3. The lost marble “viera” (well curb) of Stradivari's house

In the “Rubrica Y a) Liutai (Section Y a) Luthiers)” that is the inventory, made between 1903 and 1914 – of luthiery relics of the Civic Museum of Cremona, when it was in the Ala Ponzone Palace in Corso Vittorio Emanuele (Gregori 2014), n.29 of the list is registered as the “viera of marble well from the house formerly inhabited by luthier Antonio Stradivari", given by Mr. and Mrs. Soresini Piazza, who owned, at that time, the building in Piazza Roma (since 1870),  situated in Piazzuolo S. Domenico, in front of the facade of the convent church.

The Stradivari family had lived in that atelier since 1680 to 1744 (fig. 1). Since 1746, it had been rented out to the Bergonzis, who lived and worked there until 1758. It had been rented out to many other people, until in 1777 don Giuseppe Stradivari, Antonio's son and executor of his brother Paolo, together with his nephew Antonio, sold the house to a certain Giovanni Ancina.

The Soresini Piazza's house had been demolished, with all the quarter (where were situated also the houses of the Guarneri, the Amati, Storioni and the Ceruti), to build the “Palazzo delle Assicurazioni” unveild in 1933, at the time called “Palazzo XXIII Marzo” and nowadays known as “Galleria XXV Aprile”.

The well curb, pictured in a drawing by prof. Tancredi Venturini (fig. 2), published in the book by Alfonso Mandelli (Mandelli 1903), was originally situated on the North-west corner of the courtyard, as specified on the map of the house (fig. 3). The images published by Mandelli had been reproduced also in the monograph about Stradivari by the Hills (Hill 1905), in two articles of 1929 (Bonetti-Cavalcabò-Gualazzini 1929 Bonetti 1929) and in a book published in 1937 (Bonetti-Cavalcabò-Gualazzini 1937).

Two pictures by photographer Ernesto Fazioli (1900-1955), probably taken in the Thirties, preserved in the “Fazioli” collection property of Regione Lombardia, represent the ring nut of the well: in the first picture (fig. 4 - http://www.lombardiabeniculturali.it/fotografie/schede/IMM-LOM60-0033820/) it is alone; in the second one (fig. 5 - http://www.lombardiabeniculturali.it/fotografie/schede/IMM-LOM60-0033818/), it is represented with the tombstone of the Stadivari family, as it was exhibited in the new location of the museum openend in 1927 in Affaitati Palace and the next former Hospital of Fatebenefratelli and was publiched by Renzo Bacchetta (Bacchetta 1937 and 1948 (II)).

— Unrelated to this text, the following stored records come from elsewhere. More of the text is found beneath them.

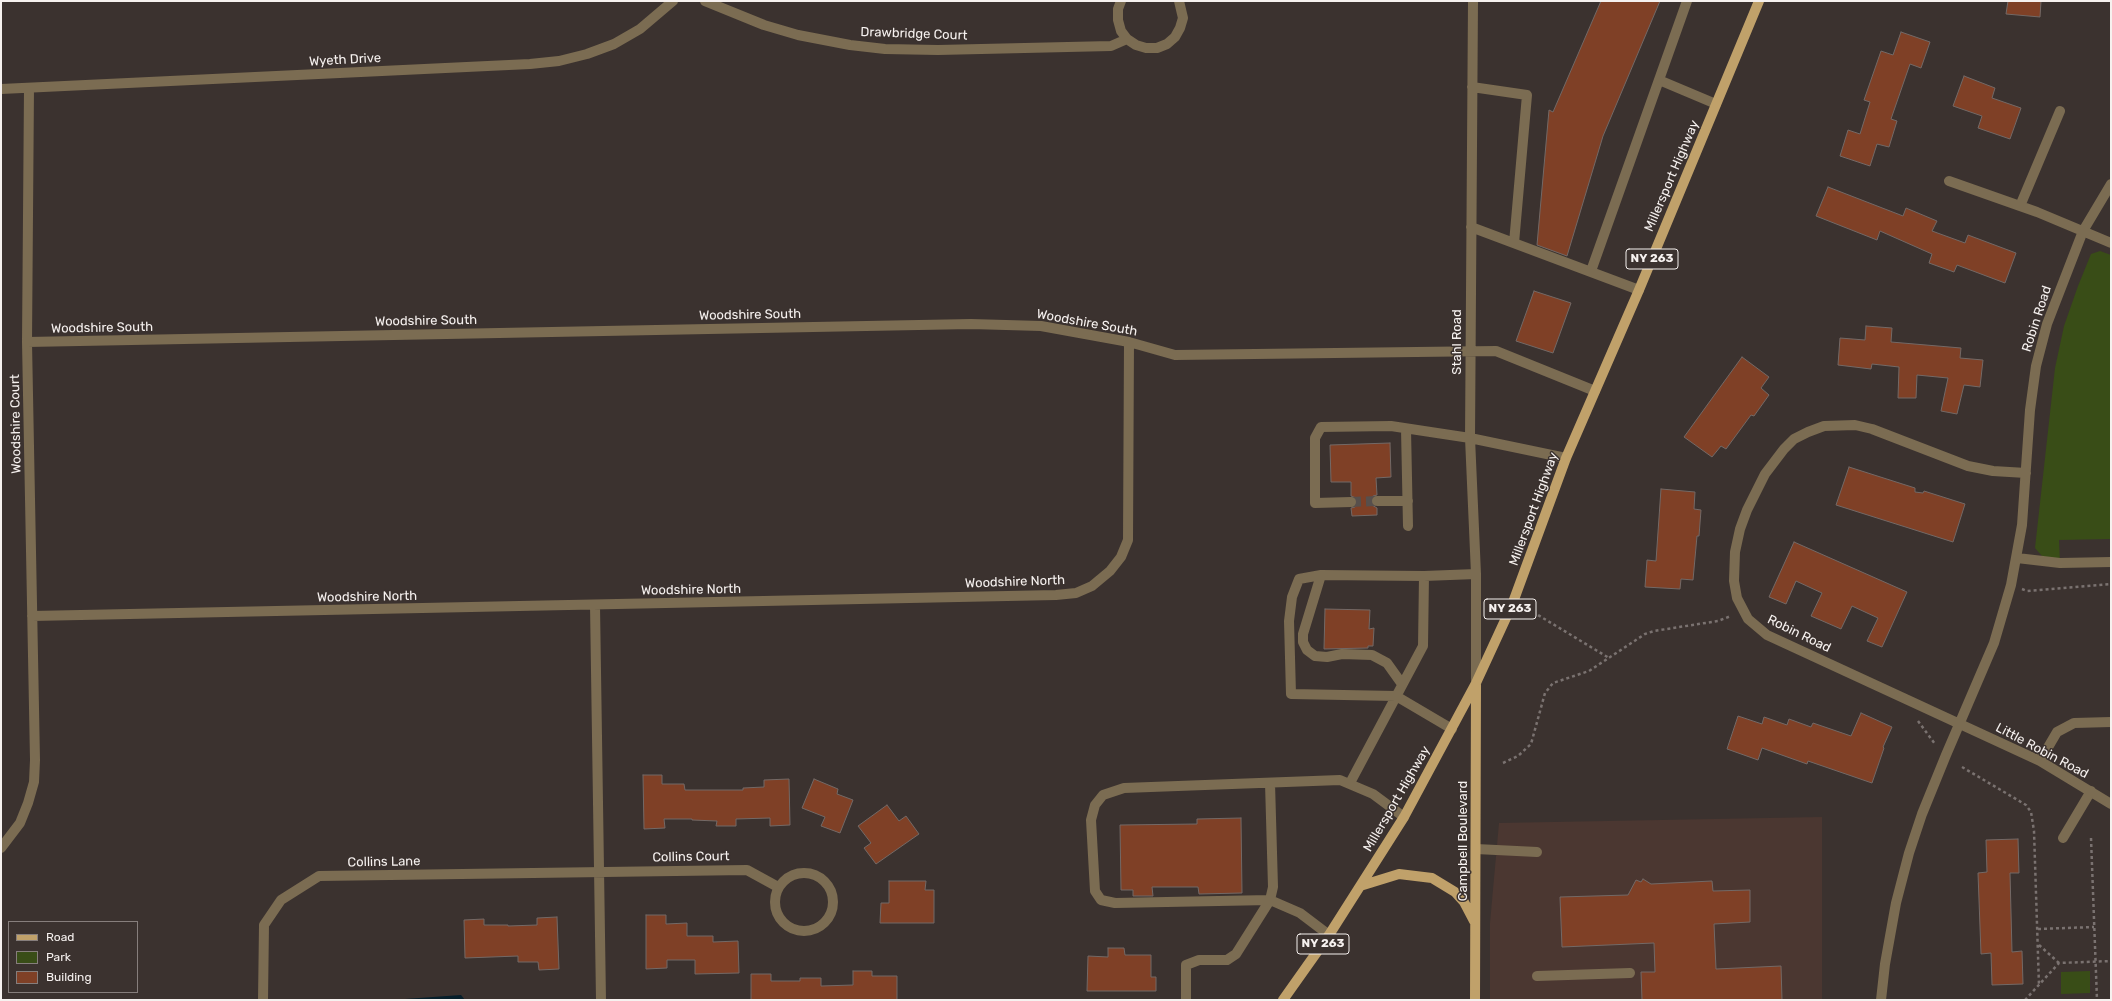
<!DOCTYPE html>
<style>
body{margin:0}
#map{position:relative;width:2112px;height:1001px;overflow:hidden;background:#3b322f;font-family:Rubik,sans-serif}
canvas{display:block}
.frame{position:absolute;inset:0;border:2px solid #f6f1ef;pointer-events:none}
.legend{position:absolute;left:8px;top:921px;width:130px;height:72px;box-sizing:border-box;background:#3b322f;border:1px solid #867e7c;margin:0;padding:5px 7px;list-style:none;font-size:12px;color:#f6f1ef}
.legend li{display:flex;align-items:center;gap:8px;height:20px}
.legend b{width:20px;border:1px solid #867e7c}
</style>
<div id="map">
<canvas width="2112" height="1001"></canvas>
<div class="frame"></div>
<ul class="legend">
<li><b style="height:5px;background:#c0a16a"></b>Road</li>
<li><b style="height:11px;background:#394d17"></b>Park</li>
<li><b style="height:11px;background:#7f4026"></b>Building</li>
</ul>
</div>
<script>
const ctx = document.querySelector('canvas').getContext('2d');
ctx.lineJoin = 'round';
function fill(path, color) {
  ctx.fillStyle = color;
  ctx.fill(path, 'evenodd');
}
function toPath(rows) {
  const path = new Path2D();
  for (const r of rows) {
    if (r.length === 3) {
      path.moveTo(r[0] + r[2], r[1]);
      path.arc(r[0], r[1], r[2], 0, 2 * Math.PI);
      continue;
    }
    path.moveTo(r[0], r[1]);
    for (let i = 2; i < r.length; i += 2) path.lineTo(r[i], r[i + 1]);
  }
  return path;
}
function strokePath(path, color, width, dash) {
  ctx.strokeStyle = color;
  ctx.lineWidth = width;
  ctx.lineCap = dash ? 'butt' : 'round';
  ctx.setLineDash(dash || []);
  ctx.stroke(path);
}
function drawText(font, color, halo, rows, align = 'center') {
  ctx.font = font + ' Rubik,sans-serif';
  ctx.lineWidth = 3;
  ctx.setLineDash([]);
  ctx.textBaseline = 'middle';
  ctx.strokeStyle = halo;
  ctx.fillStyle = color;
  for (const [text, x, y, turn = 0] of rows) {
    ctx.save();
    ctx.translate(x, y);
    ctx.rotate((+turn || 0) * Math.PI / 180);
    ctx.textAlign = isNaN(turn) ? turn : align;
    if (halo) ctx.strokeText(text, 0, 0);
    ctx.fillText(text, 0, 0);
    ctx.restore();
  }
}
const commercial = toPath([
 [1822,817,1822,1000,1490,1000,1490,923,1499,823]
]);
const green = toPath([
 [2100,251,2111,255,2111,539,2059,540,2060,563,2042,556,2035,548,2055,368,2064,326,2078,286,2091,254],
 [2090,971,2090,993,2061,994,2061,972]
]);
const water = toPath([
 [461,995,465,1000,405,1000,405,999]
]);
const building = toPath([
 [1601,1,1660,1,1603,136,1567,256,1537,245,1549,110,1553,112,1601,1],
 [2008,1,2041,1,2040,17,2006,14,2008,1],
 [1901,32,1930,42,1921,68,1910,64,1891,119,1897,121,1889,147,1877,144,1870,166,1840,156,1848,130,1860,134,1870,102,1864,100,1881,51,1893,55,1901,32],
 [1964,76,1995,88,1992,98,2021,108,2010,139,1978,128,1982,116,1953,106,1964,76],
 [1828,187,1903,216,1906,208,1937,221,1932,231,1965,243,1968,235,2016,253,2005,283,1957,265,1954,272,1929,263,1932,254,1880,231,1877,240,1816,216,1828,187],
 [1534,291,1571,303,1553,353,1516,341,1534,291],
 [1866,326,1892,328,1891,342,1961,348,1960,358,1983,360,1980,387,1964,385,1957,414,1941,411,1948,378,1917,375,1916,398,1898,398,1899,367,1872,364,1871,369,1838,365,1840,338,1865,340,1866,326],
 [1742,357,1769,377,1761,388,1769,395,1754,416,1751,415,1726,449,1721,446,1712,457,1684,437,1742,357],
 [1390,443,1391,477,1376,478,1377,495,1373,496,1371,501,1372,505,1377,508,1377,515,1352,516,1351,508,1355,507,1357,502,1356,498,1351,496,1351,482,1331,482,1330,445,1390,443],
 [1849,467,1915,488,1915,492,1923,493,1924,491,1965,504,1953,542,1836,505,1849,467],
 [1661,489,1695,492,1694,509,1701,510,1699,536,1697,536,1693,580,1681,579,1680,589,1645,587,1647,560,1656,561,1661,489],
 [1794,542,1907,592,1882,647,1867,641,1878,618,1852,606,1841,629,1811,616,1822,593,1796,581,1786,604,1769,597,1794,542],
 [1325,609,1370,610,1369,629,1374,628,1373,646,1368,646,1368,648,1324,649,1325,609],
 [1861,713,1892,727,1883,747,1884,748,1872,783,1808,761,1807,764,1762,748,1758,760,1727,749,1738,716,1762,724,1764,717,1787,725,1789,719,1811,727,1813,723,1851,736,1861,713],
 [643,775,662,775,662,784,684,784,685,790,743,790,743,788,764,787,764,780,789,779,790,825,770,826,770,818,736,819,736,826,716,826,717,821,692,820,692,819,664,819,665,828,644,829,643,775],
 [814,779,838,789,837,794,853,800,840,833,821,826,825,817,802,808,814,779],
 [887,805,899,821,906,816,919,834,876,864,864,848,871,843,858,826,887,805],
 [1241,818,1242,893,1199,894,1198,887,1152,887,1153,896,1133,896,1133,890,1121,890,1120,825,1197,824,1197,819,1241,818],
 [2018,839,2019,873,2010,873,2012,952,2022,951,2023,984,1992,985,1991,953,1981,954,1978,873,1987,872,1986,840,2018,839],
 [1643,879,1651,884,1712,881,1713,891,1750,890,1750,922,1714,924,1716,969,1781,966,1782,1000,1642,1000,1641,972,1655,972,1654,943,1562,947,1560,897,1628,895,1636,880,1641,882,1643,879],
 [889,881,926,881,925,890,934,890,934,923,880,923,881,903,889,903,889,881],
 [646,915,666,915,666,924,687,923,687,936,713,936,713,942,738,941,739,973,695,974,695,960,667,960,667,968,646,969,646,915],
 [557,917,559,969,539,970,538,962,518,962,518,956,465,958,464,920,484,919,484,925,508,925,508,926,537,925,537,918,557,917],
 [1108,948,1124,948,1125,955,1151,955,1151,977,1156,977,1156,991,1087,991,1088,956,1108,957,1108,948],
 [853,971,872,971,872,976,897,976,897,1000,751,1000,751,974,771,974,771,981,800,981,800,978,821,978,821,986,853,985,853,971]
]);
const minorTunnel = toPath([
 [1351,502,1377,501]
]);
const path = toPath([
 [2022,589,2027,591,2111,584],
 [1533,612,1609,658],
 [1918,721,1935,744],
 [1503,763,1518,756,1531,744,1545,693,1553,683,1589,671,1645,634,1654,631,1718,621,1731,616],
 [1962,767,2026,805,2031,812,2034,831,2039,986],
 [2091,838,2097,1000],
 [2038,929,2094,927],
 [2039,945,2059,963],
 [2025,1000,2059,963,2111,961]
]);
const minor = toPath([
 [705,1,764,25,798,35,850,45,885,49,938,50,1111,46,1127,39],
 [1121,1,1118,9,1118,20,1121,31,1127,39,1136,45,1146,48,1157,48,1167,44,1175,37,1180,28,1183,18,1179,1],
 [1473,1,1470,438,1476,574,1476,683],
 [1659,80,1716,104],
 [1472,87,1527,95,1514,243],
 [1,89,530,64,559,61,587,54,614,44,640,29,673,1],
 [1949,181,2037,212,2111,243],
 [2020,206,2060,111],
 [1471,227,1639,290],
 [1591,271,1687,1],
 [27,342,971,324,1041,326,1129,342,1175,355,1496,351,1595,391],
 [1406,429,1408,526],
 [2026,473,1993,471,1968,466,1872,429,1855,425,1824,426,1808,432,1794,439,1784,449,1765,474,1747,510,1740,529,1735,552,1734,581,1737,598,1748,619,1767,635,2040,761,2111,804],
 [1377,501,1408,501],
 [1351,502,1315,503,1315,438,1321,427,1391,426,1470,438,1566,458],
 [2017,558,2060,563,2111,562],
 [1321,575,1303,634,1303,642,1307,650,1315,656,1327,657,1342,654,1372,655,1387,663,1402,684],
 [595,605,601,1000],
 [32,616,1056,595,1076,593,1092,586,1110,571,1121,557,1128,540,1129,342],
 [1452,729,1396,696,1291,694,1289,621,1292,597,1299,579,1321,575,1424,576,1476,574],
 [2040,761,2057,732,2074,723,2111,722],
 [1350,783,1423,646,1424,576],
 [2063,838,2091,791],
 [1,848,20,823,28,803,34,782,35,760,27,342,29,88],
 [1476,849,1537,852],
 [804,902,29],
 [1329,935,1300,913,1270,900,1115,903,1101,900,1095,891,1091,820,1095,805,1103,795,1124,788,1340,780,1373,794,1404,817],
 [1537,976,1630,973],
 [263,1000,264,925,281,900,319,876,747,870,778,887],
 [1186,1000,1186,965,1199,960,1227,960,1236,954,1270,900,1273,887,1270,783],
 [1881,1000,1885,964,1896,903,1909,853,1922,814,1946,755,1994,643,2011,585,2022,525,2030,410,2036,366,2047,324,2083,231,2111,184]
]);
const major = toPath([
 [1360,886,1399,874,1432,878,1455,892,1464,902,1474,921],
 [1283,1000,1329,935,1404,817,1476,683,1512,605,1566,458,1639,290,1759,1],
 [1475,1000,1476,685]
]);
const shields = [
 [1652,259,52],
 [1510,609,52],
 [1323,944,52]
];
const shieldNames = [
 ["NY 263",1652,259],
 ["NY 263",1510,609],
 ["NY 263",1323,944]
];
const streetNames = [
 ["Drawbridge Court",914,34,2],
 ["Wyeth Drive",345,60,-3],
 ["Millersport Highway",1672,176,-67],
 ["Woodshire South",750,315,-1],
 ["Robin Road",2037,319,-72],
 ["Woodshire South",426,321,-1],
 ["Woodshire South",1087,323,10],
 ["Woodshire South",102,328,-1],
 ["Stahl Road",1457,342,-90],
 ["Woodshire Court",16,424,-91],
 ["Millersport Highway",1534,509,-70],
 ["Woodshire North",1015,582,-2],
 ["Woodshire North",691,590,-1],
 ["Woodshire North",367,597,-1],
 ["Robin Road",1799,634,26],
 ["Little Robin Road",2042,751,28],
 ["Millersport Highway",1397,799,-60],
 ["Campbell Boulevard",1463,841,-90],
 ["Collins Court",691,857,-1],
 ["Collins Lane",384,862,-1]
];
fill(commercial, '#4b3731');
fill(green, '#394d17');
fill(water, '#071f2b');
fill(building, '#7f4026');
strokePath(building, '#736966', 1);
strokePath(minorTunnel, '#574f4c', 10, [10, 5]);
strokePath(path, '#7a7270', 2.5, [3, 3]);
strokePath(minor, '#7b6c52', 10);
strokePath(major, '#c0a16a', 10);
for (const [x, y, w] of shields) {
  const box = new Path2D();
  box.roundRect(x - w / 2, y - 10, w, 20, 3);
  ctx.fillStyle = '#3b322f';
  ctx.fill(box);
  strokePath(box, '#f6f1ef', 1);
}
drawText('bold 12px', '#f6f1ef', null, shieldNames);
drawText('13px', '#f6f1ef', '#3b322f', streetNames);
</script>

The tombstone, previously situated on the floor of the Rosary Chapel in the church of San Domenico (fig. 6), had been given to the Municipal Museum of Cremona when the church was demolished ( Rubrica Y a) Liutai: Stradivari / n.4) and since 1953 had been trasferred on the commemorative monument of the tomb of Stradivari placed in the park in Piazza Roma (fig. 7), designed by the sculptor Dante Ruffini. Recently, the tombstone had been replaced with a bronze copy and the original one had been taken back in the Museum.

Apparently, these two pictures by Fazioli are the only evidence of the big relic, that I'd been unsuccessfully looking for during my several “recognitions” in the warehouse of the museum between 1982 and 1986. The ring nut hasn't been found yet, not even in 2009 when the archaeological relics have been moved to the new Archaelogical Museum, located in the church of San Lorenzo.

In 1948, Renzo Bacchetta published the pictures of the facade of the house and of the tombstone, but not of the well, in one of his essays (Bacchetta 1948). Probably, at the time the ring nut wasn't in the museum anymore, but there is no clue about where the relic can be now.